Records to use
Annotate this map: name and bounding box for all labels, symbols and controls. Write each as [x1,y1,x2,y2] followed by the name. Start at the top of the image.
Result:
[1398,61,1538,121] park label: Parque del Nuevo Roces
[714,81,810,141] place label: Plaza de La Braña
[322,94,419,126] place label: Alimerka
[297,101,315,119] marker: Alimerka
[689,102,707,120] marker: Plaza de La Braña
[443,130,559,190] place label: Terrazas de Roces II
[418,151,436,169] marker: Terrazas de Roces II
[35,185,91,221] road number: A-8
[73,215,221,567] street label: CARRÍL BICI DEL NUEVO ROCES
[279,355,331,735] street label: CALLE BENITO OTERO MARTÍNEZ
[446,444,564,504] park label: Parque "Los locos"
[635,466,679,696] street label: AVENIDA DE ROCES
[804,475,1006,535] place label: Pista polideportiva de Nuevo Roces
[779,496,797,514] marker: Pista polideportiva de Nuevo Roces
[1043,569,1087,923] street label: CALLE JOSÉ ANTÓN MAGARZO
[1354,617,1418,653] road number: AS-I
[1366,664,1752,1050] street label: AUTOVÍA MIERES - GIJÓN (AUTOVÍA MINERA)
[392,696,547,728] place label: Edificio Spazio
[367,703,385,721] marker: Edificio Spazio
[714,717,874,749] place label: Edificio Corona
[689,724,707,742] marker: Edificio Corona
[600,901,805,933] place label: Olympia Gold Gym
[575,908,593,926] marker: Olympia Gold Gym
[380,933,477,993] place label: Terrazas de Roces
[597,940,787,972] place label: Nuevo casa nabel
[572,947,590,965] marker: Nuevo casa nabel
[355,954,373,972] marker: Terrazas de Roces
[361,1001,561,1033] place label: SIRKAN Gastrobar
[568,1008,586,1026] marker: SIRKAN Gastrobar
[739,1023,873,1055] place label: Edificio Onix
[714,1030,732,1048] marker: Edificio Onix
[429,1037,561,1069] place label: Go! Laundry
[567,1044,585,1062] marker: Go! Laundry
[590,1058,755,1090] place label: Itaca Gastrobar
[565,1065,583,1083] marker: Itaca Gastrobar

Activity
In the records above, each line with the string "CALLE" should be copied.

Result of this task
[279,355,331,735] street label: CALLE BENITO OTERO MARTÍNEZ
[1043,569,1087,923] street label: CALLE JOSÉ ANTÓN MAGARZO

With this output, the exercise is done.